The Fifth District Appellate Court, in Mount Vernon, weighed in on a dispute between the American Federation of State, County and Municipal Employees Council 31 and the Illinois Labor Relations Board and the state Department of Central Management Services. Justice Melissa A. Chapman wrote the opinion; Justices Richard P. Goldenhersh and Judy Cates concurred.
This particular conflict arose when the CMS, before the union’s agreement expired, announced it would stop paying step increases after the deal ran out. After that came to pass on July 1, 2015, AFSCME filed an unfair labor charge, saying CMS failed to preserve the status quo during negotiations. The labor board dismissed that complaint, saying step agreements were only part of the status quo to the extent they were mutually agreed upon.
AFSCME appealed, saying the finding was “clearly erroneous.” In disagreeing, CMS also argued the appellate panel should uphold the board’s ruling because the union contract was void under the Public Labor Relations Act and any obligation to pay salary hikes without legislative appropriation is void under the Illinois Supreme Court’s 2016 opinion in State v. AFSCME.
Illinois Fifth District Appellate Court
While the appeal was pending, CMS asked the court to remand the issue to the ILRB for additional proceedings that would eliminate Open Meetings Act compliance concerns. The appellate panel, however, affirmed its jurisdiction over the matter, denied the motion to remand and reversed the ILRB’s decision, effectively forcing the state to make good on the pay increase until such time as a new contract is reached.
Early in the process, administrative law judge Sara R. Kerley said CMS agreed to step increases with AFSCME units in every contract going back to 1974, and the two sides were almost always able to complete a new deal before an existing agreement expired. When that didn’t happen, in 1983 and 2008, they executed tolling agreements — the former including a freeze on step increases, the latter confirming they would continue. There was no such agreement during 2012 negotiations, leading to a similar grievance process, though AFSCME ultimately withdrew its charge.
The Fifth District panel heard arguments in April. Chapman said CMS’ history of regularly paying step increases over many years sufficiently established a status quo and said union workers should reasonably expect to continue getting the pay hikes timed to work anniversaries. Further, the distinctions between the 1983, 2008 and 2012 contract disputes demonstrate “there is no consistent practice sufficiently established to create a status quo specific to periods when the parties are between agreements,” adding: “… Accepting the ILRB’s reasoning would eviscerate the requirement that an employer maintain the status quo during collective bargaining.”
In reviewing the state law, the panel said the duty to preserve status quo during negotiations does not depend on the existence of a collective bargaining agreement, so even if the 2012-2015 CBA were deemed to be void, it would not remove CMS’ obligation to preserve a longer standing tradition of step increases.
The Supreme Court ruling in question, Chapman explained, is one of several AFSCME-CMS disputes tied to the Legislature’s lengthy inability to pass an operating budget.

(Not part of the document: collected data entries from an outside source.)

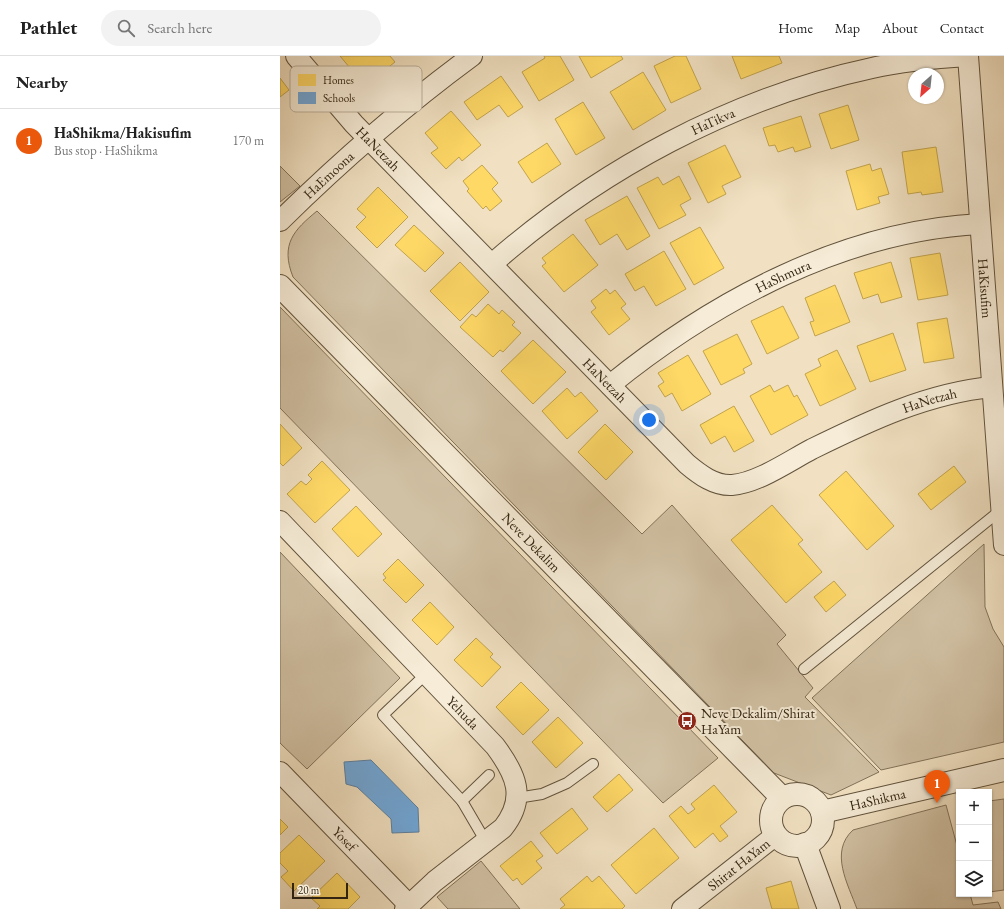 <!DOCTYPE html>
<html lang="en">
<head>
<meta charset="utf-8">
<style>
  body { margin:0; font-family:"EB Garamond",serif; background:#f2f2f2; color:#222 }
  .controls { position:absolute; right:12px; bottom:12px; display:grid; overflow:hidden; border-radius:0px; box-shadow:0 1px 3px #0004 }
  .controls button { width:36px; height:36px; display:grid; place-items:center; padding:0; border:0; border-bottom:1px solid #e0e0e0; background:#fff; color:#222; font:20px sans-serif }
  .compass { position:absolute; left:628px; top:12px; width:36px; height:36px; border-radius:50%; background:#fff; box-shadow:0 1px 3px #0004; rotate:207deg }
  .scale { position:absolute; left:12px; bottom:10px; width:56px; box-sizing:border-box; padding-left:4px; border:2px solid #322411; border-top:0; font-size:11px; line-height:14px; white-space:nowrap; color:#322411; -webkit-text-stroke:3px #f6ecd7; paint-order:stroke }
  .you { position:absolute; left:369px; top:364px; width:14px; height:14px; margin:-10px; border:3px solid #fff; border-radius:50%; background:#1a73e8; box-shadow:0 0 0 6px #1a73e833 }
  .badge { display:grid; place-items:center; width:26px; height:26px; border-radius:50%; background:#ea580c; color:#fff; font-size:13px; font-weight:700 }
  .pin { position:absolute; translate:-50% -33px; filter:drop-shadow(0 1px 2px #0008) }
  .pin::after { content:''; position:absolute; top:21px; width:14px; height:12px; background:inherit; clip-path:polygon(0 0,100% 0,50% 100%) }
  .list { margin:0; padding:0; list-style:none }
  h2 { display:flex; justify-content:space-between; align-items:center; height:52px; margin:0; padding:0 16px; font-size:17px }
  h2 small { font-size:13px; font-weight:400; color:#767676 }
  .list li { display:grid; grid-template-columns:26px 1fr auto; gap:12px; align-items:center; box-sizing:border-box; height:64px; padding:0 16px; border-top:1px solid #e0e0e0 }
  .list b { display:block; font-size:15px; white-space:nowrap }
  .list p { margin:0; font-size:13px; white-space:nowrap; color:#767676 }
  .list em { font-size:13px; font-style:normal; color:#767676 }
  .icon { flex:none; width:22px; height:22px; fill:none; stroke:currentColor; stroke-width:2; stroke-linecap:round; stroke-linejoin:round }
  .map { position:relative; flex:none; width:724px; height:853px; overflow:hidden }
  header { display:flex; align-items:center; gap:24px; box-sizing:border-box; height:56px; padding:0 20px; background:#fff; border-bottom:1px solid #e0e0e0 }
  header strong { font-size:19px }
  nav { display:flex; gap:22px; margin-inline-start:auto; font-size:14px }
  .search { width:280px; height:36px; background:#f2f2f2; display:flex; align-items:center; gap:10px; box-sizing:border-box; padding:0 14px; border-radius:22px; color:#767676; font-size:15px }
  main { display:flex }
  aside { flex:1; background:#fff }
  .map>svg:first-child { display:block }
</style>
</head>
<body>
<header>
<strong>Pathlet</strong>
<div class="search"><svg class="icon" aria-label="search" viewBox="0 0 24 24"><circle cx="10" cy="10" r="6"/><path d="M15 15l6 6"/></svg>Search here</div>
<nav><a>Home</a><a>Map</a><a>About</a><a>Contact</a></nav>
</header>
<main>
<aside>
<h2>Nearby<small></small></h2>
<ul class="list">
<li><span class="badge">1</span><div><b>HaShikma/Hakisufim</b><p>Bus stop · HaShikma</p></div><em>170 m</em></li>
</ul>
</aside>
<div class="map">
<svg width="724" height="853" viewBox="0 0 724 853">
  <rect width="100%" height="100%" fill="#f1e1c2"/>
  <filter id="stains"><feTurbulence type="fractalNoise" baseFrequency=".005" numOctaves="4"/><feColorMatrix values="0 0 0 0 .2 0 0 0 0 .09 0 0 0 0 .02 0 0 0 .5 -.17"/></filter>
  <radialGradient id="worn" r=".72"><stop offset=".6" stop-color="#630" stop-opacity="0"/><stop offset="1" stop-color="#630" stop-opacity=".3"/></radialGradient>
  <g fill="#d1c1a4" stroke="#82725a">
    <polygon points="0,110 20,130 0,146"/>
    <path d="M37,155l325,323 30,-29 114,130 -9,9 36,44 -8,9 74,75 -48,23 -57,-22 -481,-496c-13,-33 1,-47 24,-66z"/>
    <polygon points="0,251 438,702 383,747 0,352"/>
    <polygon points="704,488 705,551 713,573 724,591 724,686 601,714 532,642"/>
    <polygon points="0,496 120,622 27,713 0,687"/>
    <polygon points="724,743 724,834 709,836 709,745"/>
    <path d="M666,749l13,48v41h11l3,11 25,-3 3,7h-144c-9,-25 -28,-57 -4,-79z"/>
    <polygon points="201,805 240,853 168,853 157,841"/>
  </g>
  <g fill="#ffd966" stroke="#c2a34c">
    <polygon points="60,0 110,0 115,6 91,25 81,13 75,18"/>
    <polygon points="264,0 280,0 294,24 259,45 242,16 265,2"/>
    <polygon points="299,0 341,0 343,3 311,22"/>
    <polygon points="395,0 406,0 421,33 391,47 374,10"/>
    <polygon points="452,0 499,0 502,7 461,23"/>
    <polygon points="363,16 386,54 353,74 330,36"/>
    <polygon points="221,20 243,51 228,61 219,49 197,64 184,46"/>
    <polygon points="0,22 9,34 0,41"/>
    <polygon points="303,46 325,82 296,99 275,63"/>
    <polygon points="568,49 579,84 551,93 539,58"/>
    <polygon points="171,55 201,89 182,105 179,101 166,113 151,97 158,92 145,77"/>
    <polygon points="521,60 531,91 515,96 513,91 498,96 495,89 489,90 483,72"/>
    <polygon points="267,87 281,108 252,127 238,106"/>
    <polygon points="445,89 461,121 442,130 446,138 428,147 408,107"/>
    <polygon points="656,91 663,136 642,139 641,136 628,138 622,96"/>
    <polygon points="590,108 592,115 601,112 609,138 598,141 600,147 577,154 566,115"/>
    <polygon points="202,109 218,127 212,133 222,145 210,155 206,150 203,153 187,135 189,133 183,125"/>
    <polygon points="399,120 411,143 400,149 406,159 379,173 357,132 378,121 383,129"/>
    <polygon points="98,131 128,161 97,192 76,171 86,161 77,153"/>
    <polygon points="347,140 370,180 347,194 337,178 320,189 305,164"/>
    <polygon points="134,169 164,197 145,216 115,189"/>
    <polygon points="420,171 444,212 414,229 390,187"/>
    <polygon points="293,178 318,209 284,236 262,210 266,207 262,202"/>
    <polygon points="384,195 406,233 376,250 364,230 355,235 345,218"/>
    <polygon points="660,197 668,239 638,244 630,202"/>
    <polygon points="180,206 209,236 180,265 150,235"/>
    <polygon points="611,206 622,241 601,247 598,238 583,243 574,217"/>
    <polygon points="555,229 570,266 535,280 530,266 534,265 525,242"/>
    <polygon points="326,233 330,238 335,234 346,248 341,252 350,263 329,279 311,256 316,252 311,245"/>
    <polygon points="208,248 219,258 222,254 235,266 232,269 241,277 223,296 220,294 213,301 180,271 192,258 196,261"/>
    <polygon points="503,250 519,282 487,298 471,265"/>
    <polygon points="667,262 674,302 644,307 637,267"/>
    <polygon points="613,277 626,314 590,326 577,290"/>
    <polygon points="457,278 472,308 463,313 465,317 441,329 423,295"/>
    <polygon points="253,284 286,316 253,348 221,315"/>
    <polygon points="557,294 576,333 540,350 525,318 541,310 538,303"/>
    <polygon points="408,299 431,338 402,355 392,337 385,341 378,330 384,326 378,317"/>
    <polygon points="490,329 494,336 508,329 514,341 517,339 528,359 491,379 470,340"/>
    <polygon points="287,332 295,341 301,336 318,355 287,383 262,355"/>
    <polygon points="454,350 474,385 454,396 445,380 431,388 420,369"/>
    <polygon points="0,368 22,392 3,410 0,407"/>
    <polygon points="325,368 353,396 326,424 298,396"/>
    <polygon points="42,405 70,434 35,467 7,438 21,425 26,429 32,423 28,419"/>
    <polygon points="674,410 686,426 651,454 638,438"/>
    <polygon points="566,415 614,470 587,494 539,439"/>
    <polygon points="492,449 523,484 518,488 542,516 506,547 451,484"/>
    <polygon points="76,450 102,478 78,501 52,473"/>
    <polygon points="118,503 144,529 126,547 103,524 106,522 103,518"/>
    <polygon points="554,525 566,539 546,556 534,541"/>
    <polygon points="150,546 174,571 157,589 132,564"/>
    <polygon points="196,582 213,598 210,601 221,611 202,631 174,604"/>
    <polygon points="241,626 269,654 243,679 216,651"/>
    <polygon points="278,661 303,687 276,712 252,686"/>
    <polygon points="339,718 353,734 327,756 313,741"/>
    <polygon points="434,729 457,756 440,770 448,780 440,786 433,777 415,792 389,760 401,750 408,758 415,753 411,748"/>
    <polygon points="292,752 308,773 277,798 260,777"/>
    <polygon points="0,763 8,771 0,779"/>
    <polygon points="374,772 399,802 356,838 331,809"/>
    <polygon points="19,779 45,805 14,835 1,821 8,815 0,807 0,797"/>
    <polygon points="251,785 263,800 256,805 262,812 242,829 237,822 233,825 220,810"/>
    <polygon points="57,817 80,841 68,853 37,853 40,850 31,842"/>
    <polygon points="307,820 312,826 319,820 345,850 342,853 280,853 285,849 280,843"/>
    <polygon points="511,825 519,853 492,853 486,832"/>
  </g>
  <polygon fill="#6fa8dc" stroke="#5d809f" points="91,704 138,752 139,776 112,777 111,763 77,731 66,728 64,706"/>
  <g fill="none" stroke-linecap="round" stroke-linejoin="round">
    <g stroke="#62533d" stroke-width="12">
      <g id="service">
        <polyline points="524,613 721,454"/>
        <polyline points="146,618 103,659 182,745 206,786"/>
        <polyline points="237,742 262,738 287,727 313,708"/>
        <polyline points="182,745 209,719"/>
      </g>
    </g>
    <g stroke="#62533d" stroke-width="22">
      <g id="minor">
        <path id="s1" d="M16,0l58,68 333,340c13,11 28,22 45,21 26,-2 57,-24 80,-36 57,-28 116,-56 180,-62"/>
        <path id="s2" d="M688,0l36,489"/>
        <path id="s3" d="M0,165c60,-59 124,-115 192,-165"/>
        <path id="s4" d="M212,208c107,-94 240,-166 380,-196 31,-7 64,-10 96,-12"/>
        <path id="s5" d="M330,329c105,-85 234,-154 370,-161"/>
        <path id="s6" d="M0,465l215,225c21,28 32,52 8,82l-68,53 -30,28"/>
        <path id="s7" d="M0,716l129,133"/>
        <path id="s8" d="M402,853l94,-74"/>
      </g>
    </g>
    <g stroke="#62533d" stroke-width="24">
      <g id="tertiary">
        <path id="s9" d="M0,230l502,512"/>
        <circle cx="517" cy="764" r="26"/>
        <path id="s10" d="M542,756l182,-42"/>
        <polyline points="525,788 549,853"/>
      </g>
    </g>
    <use href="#service" stroke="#f6ecd7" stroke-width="10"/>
    <use href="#minor" stroke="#f6ecd7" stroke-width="20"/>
    <use href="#tertiary" stroke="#f6ecd7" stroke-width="22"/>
  </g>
  <defs>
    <g id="bus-disc" transform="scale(1)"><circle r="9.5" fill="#8f2418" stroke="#f6ecd7"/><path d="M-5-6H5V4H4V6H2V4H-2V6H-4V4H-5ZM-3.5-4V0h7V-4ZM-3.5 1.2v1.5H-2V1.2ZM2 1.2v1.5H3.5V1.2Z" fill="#fff"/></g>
  </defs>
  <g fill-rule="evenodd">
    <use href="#bus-disc" x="407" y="665"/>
  </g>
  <g text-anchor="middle" stroke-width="4" stroke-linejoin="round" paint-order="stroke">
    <g font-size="14" fill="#322411" stroke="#f6ecd7">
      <text dy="5" stroke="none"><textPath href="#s4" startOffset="264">HaTikva</textPath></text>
      <text dy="5" stroke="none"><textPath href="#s1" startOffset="124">HaNetzah</textPath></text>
      <text dy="5" stroke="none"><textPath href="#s3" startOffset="67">HaEmoona</textPath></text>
      <text dy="5" stroke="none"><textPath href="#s5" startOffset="205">HaShmura</textPath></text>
      <text dy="5" stroke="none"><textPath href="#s2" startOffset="233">HaKisufim</textPath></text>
      <text dy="5" stroke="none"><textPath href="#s1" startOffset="448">HaNetzah</textPath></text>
      <text dy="5" stroke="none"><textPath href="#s1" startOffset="832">HaNetzah</textPath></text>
      <text dy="5" stroke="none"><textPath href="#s9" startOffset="359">Neve Dekalim</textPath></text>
      <text dy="5" stroke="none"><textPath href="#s6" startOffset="265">Yehuda</textPath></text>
      <text dy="5" stroke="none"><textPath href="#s10" startOffset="57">HaShikma</textPath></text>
      <text dy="5" stroke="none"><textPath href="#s7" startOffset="93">Yosef</textPath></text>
      <text dy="5" stroke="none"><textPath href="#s8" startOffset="72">Shirat HaYam</textPath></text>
    </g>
    <g font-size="14" fill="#322411" stroke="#f6ecd7" text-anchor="start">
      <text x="421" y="662">Neve Dekalim/Shirat<tspan x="421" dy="16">HaYam</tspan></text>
    </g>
  </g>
  <rect x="10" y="10" width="132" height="46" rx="6" fill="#f6ecd7" stroke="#bbb09c" stroke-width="1"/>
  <rect x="18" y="18" width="18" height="12" fill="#ffd966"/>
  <rect x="18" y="36" width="18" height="12" fill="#6fa8dc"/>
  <g font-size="11" fill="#322411">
    <text x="43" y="28">Homes</text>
    <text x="43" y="46">Schools</text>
  </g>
  <rect width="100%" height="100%" filter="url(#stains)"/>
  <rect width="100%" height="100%" fill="url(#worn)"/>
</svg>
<div class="controls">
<button>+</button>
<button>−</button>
<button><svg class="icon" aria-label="layers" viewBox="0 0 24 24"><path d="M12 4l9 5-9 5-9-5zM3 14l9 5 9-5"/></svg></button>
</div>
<svg class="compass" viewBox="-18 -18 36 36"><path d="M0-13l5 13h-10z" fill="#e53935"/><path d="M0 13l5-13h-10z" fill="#767676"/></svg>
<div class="scale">20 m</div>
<div class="you"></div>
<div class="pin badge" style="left:657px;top:747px">1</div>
</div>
</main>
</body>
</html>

However, that matter specifically addresses a multiyear CBA, to which the statutory appropriations clause applies, and not a status quo obligation, which is a contractual matter.
The case was remanded for further proceedings, and the state and AFSCME have not reached a contract agreement.
AFSCME is represented in the matter by the firm of Dowd, Bloch, Bennett, Cervone, Auerbach & Yokich, of Chicago.
CMS is represented by attorneys serving as special assistant attorneys general from the firm of Laner Muchin Ltd., of Chicago; the ILRB is represented by the Illinois Attorney General’s office, as well as Solicitor General David L. Franklin.